A Mr. Blackett, however, was the first considerable colliery owner who took an active interest in the locomotive. The zeal and perseverance with which this man surmounted obstacles, disregarded failure, followed up one experiment with another until he finally achieved a measure of success, are calculated to excite the highest admiration. He had witnessed the first performance of Trevithick's steam-carriage in London, and was so taken with the idea of its application to railway locomotion that lie resolved to have an engine erected after the new patent for use upon his Wylam tram-way. After several ineffectual attempts, in which this resolute pioneer had to encounter not only untold natural difficulties, but, what in some respects was worse, the ridicule of his friends, he at length succeeded in carrying his experiments, in 1812, to a comparatively successful issue.
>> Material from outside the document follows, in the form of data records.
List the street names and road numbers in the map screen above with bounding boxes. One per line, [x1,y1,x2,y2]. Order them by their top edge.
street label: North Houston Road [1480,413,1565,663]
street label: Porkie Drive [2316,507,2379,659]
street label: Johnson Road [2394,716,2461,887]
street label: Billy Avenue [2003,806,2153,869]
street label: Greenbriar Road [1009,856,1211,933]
In the mean time, while Mr. Blackett was thus experimenting and building locomotives at Wylam, this same subject was also occupying the diligent and thoughtful consideration of a certain obscure, unlettered, but enterprising and ingenious engine-wright at Killingworth; of one who was yet destined to do for the locomotive what James Watt had done for the condensing-engine – to render what be had found clumsy and inefficient powerful, efficient, and useful; to devise and perfect all that is admirable in the structure, or vast in the utility of an instrumentality that, by virtue of the influence it is now daily exercising on the civilization of the world, must be esteemed certainly of the most commanding importance.